Per ottenere l'audio 7.1 multicanale raccomandato, Protronic ha utilizzato un amplificatore CDA-3 e un altoparlante anteriore VAS-1 per la parte sinistra, centrale e destra così come un amplificatore CDA-5 e un sub-bass S218 per il canale LFE. Un amplificatore CDA-3 e tre altoparlanti LS-3Ds sono stati installati a sinistra e a destra per l'audio laterale e il surround posteriore. Infine, si è optato per un processore audio AP-20 (Datasat).

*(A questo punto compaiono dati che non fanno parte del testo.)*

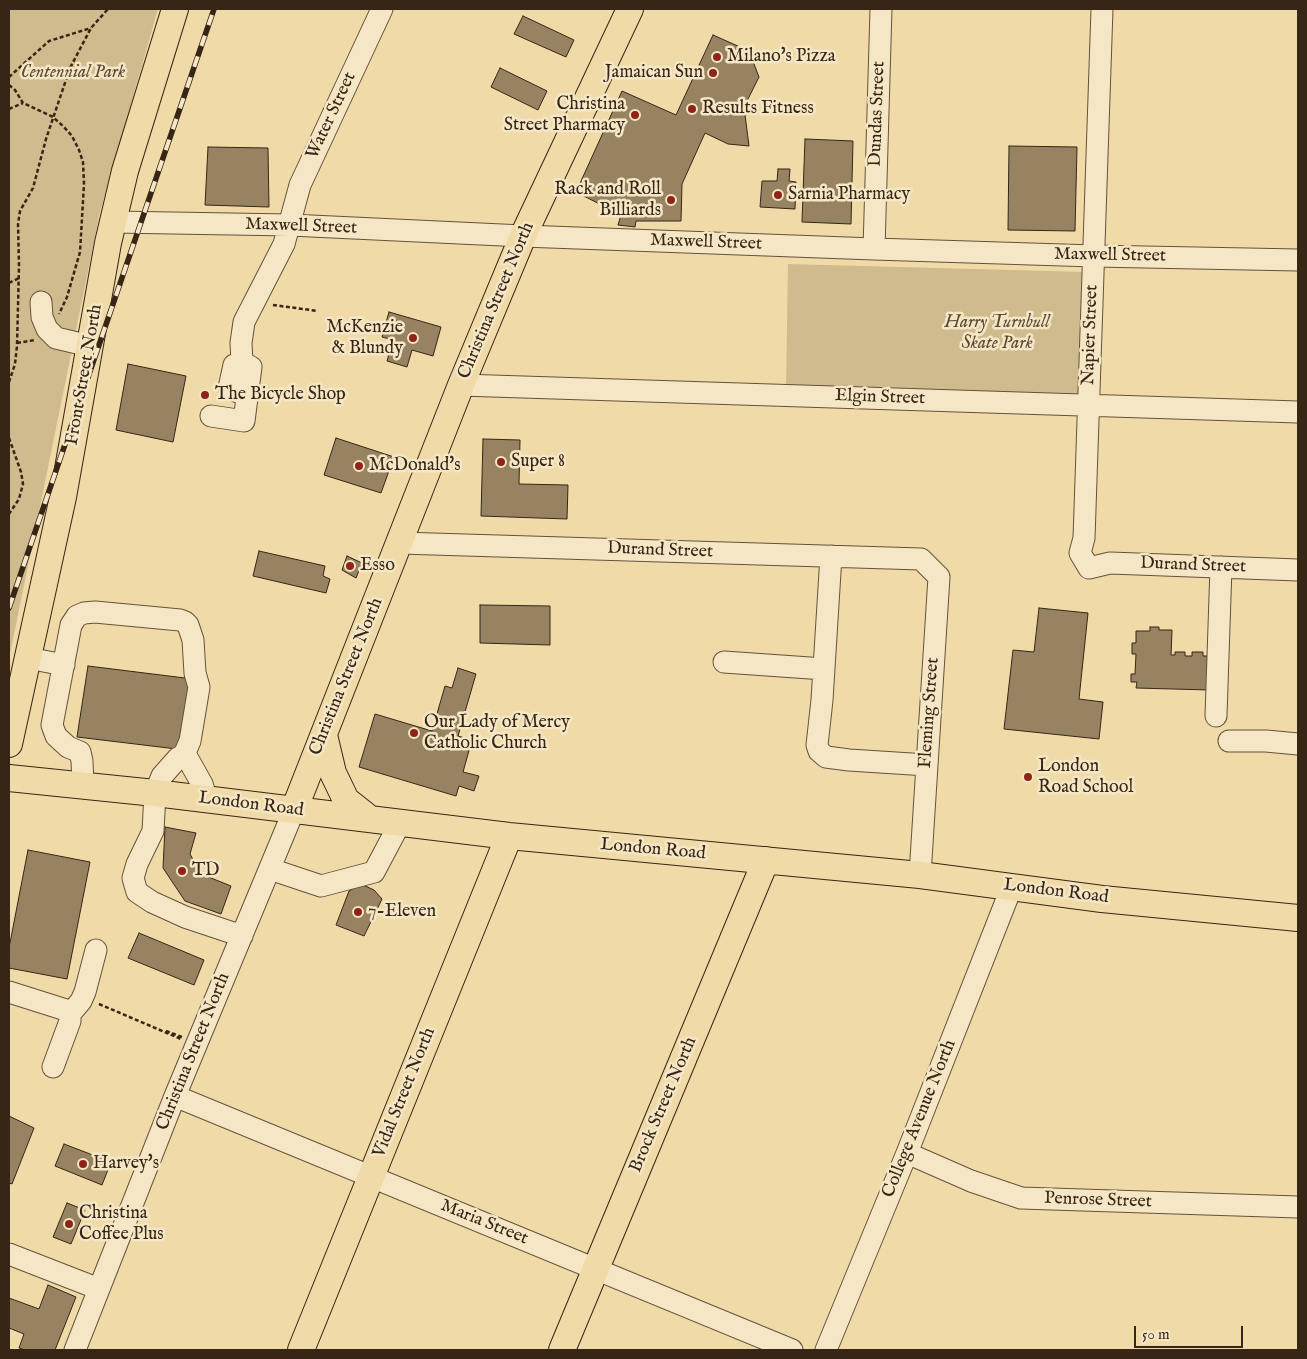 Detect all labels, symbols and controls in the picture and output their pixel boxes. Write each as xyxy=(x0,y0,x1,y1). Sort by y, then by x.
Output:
place label: Milano's Pizza xyxy=(727,46,836,68)
marker: Milano's Pizza xyxy=(711,51,723,63)
street label: Dundas Street xyxy=(865,61,891,167)
park label: Centennial Park xyxy=(21,62,125,84)
place label: Jamaican Sun xyxy=(605,62,703,84)
marker: Jamaican Sun xyxy=(707,67,719,79)
street label: Water Street xyxy=(302,69,362,163)
place label: Christina Street Pharmacy xyxy=(504,94,625,136)
place label: Results Fitness xyxy=(702,98,814,120)
marker: Results Fitness xyxy=(686,103,698,115)
marker: Christina Street Pharmacy xyxy=(629,109,641,121)
place label: Rack and Roll Billiards xyxy=(554,179,661,222)
place label: Sarnia Pharmacy xyxy=(788,184,910,206)
marker: Sarnia Pharmacy xyxy=(772,189,784,201)
marker: Rack and Roll Billiards xyxy=(665,194,677,206)
street label: Maxwell Street xyxy=(245,214,357,240)
street label: Christina Street North xyxy=(454,219,540,383)
street label: Maxwell Street xyxy=(650,230,762,256)
street label: Maxwell Street xyxy=(1054,244,1166,268)
street label: Napier Street xyxy=(1078,284,1104,386)
street label: Front Street North xyxy=(62,303,108,447)
park label: Harry Turnbull Skate Park xyxy=(945,312,1049,354)
place label: McKenzie & Blundy xyxy=(326,317,403,359)
marker: McKenzie & Blundy xyxy=(407,332,419,344)
place label: The Bicycle Shop xyxy=(215,384,346,406)
street label: Elgin Street xyxy=(835,386,925,410)
marker: The Bicycle Shop xyxy=(199,389,211,401)
place label: Super 8 xyxy=(511,451,565,473)
place label: McDonald's xyxy=(369,455,461,477)
marker: Super 8 xyxy=(495,456,507,468)
marker: McDonald's xyxy=(353,460,365,472)
street label: Durand Street xyxy=(607,538,713,564)
street label: Durand Street xyxy=(1140,553,1246,579)
place label: Esso xyxy=(360,555,395,577)
marker: Esso xyxy=(344,560,356,572)
street label: Christina Street North xyxy=(305,595,389,759)
street label: Fleming Street xyxy=(915,657,945,769)
place label: Our Lady of Mercy Catholic Church xyxy=(424,712,570,754)
marker: Our Lady of Mercy Catholic Church xyxy=(408,727,420,739)
place label: London Road School xyxy=(1038,756,1133,799)
marker: London Road School xyxy=(1022,771,1034,783)
street label: London Road xyxy=(197,788,305,822)
street label: London Road xyxy=(599,835,707,865)
place label: TD xyxy=(192,860,220,882)
marker: TD xyxy=(176,865,188,877)
street label: London Road xyxy=(1002,875,1110,909)
place label: 7-Eleven xyxy=(368,901,436,923)
marker: 7-Eleven xyxy=(352,906,364,918)
street label: Christina Street North xyxy=(152,970,236,1134)
street label: Vidal Street North xyxy=(369,1025,441,1161)
street label: Brock Street North xyxy=(626,1034,702,1176)
street label: College Avenue North xyxy=(878,1037,962,1201)
place label: Harvey's xyxy=(93,1153,159,1175)
marker: Harvey's xyxy=(77,1158,89,1170)
street label: Penrose Street xyxy=(1044,1188,1152,1214)
street label: Maria Street xyxy=(437,1196,531,1250)
place label: Christina Coffee Plus xyxy=(79,1203,164,1246)
marker: Christina Coffee Plus xyxy=(63,1218,75,1230)
scale bar xyxy=(1137,1316,1246,1348)
text: 50 m xyxy=(1142,1325,1170,1344)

A causa della struttura del cinema, l'installazione dei diffusori anteriori non è stato un compito facile: "Gli altoparlanti anteriori sono stati adeguati a un deflettore preesistente, tuttavia, non vi è alcun accesso alla parte posteriore del deflettore", spiega Engler. Di conseguenza, gli ingegneri hanno dovuto rimuovere lo schermo prima di poter smontare le vecchie casse, adattare i telai e installare i nuovi diffusori - tutto per poi rimontare finalmente lo schermo.

L'acustica della sala ha posto un ulteriore problema che si manifestava attraverso echi più piatti. "Abbiamo utilizzato assorbitori di rumore e sfruttato al massimo l'angolatura di riflessione degli altoparlanti Vive al fine di eliminare praticamente l'eco", spiega Engler.

"Siamo lieti che con il sistema Vive Audio di Christie siamo stati in grado di offrire al cliente un concept audio che soddisfa tutte le loro esigenze, incluse quelle di budget", commenta Engler.

"Era il nostro obiettivo offrire un'esperienza cinematografica perfetta per tutti i 221 posti nel cinema - sia visivamente che acusticamente. Abbiamo raggiunto questo con l'aggiunta di Vive Audio alla proiezione Christie - e feedback da parte del nostro pubblico sono stati assolutamente positivi", racconta Ulrich.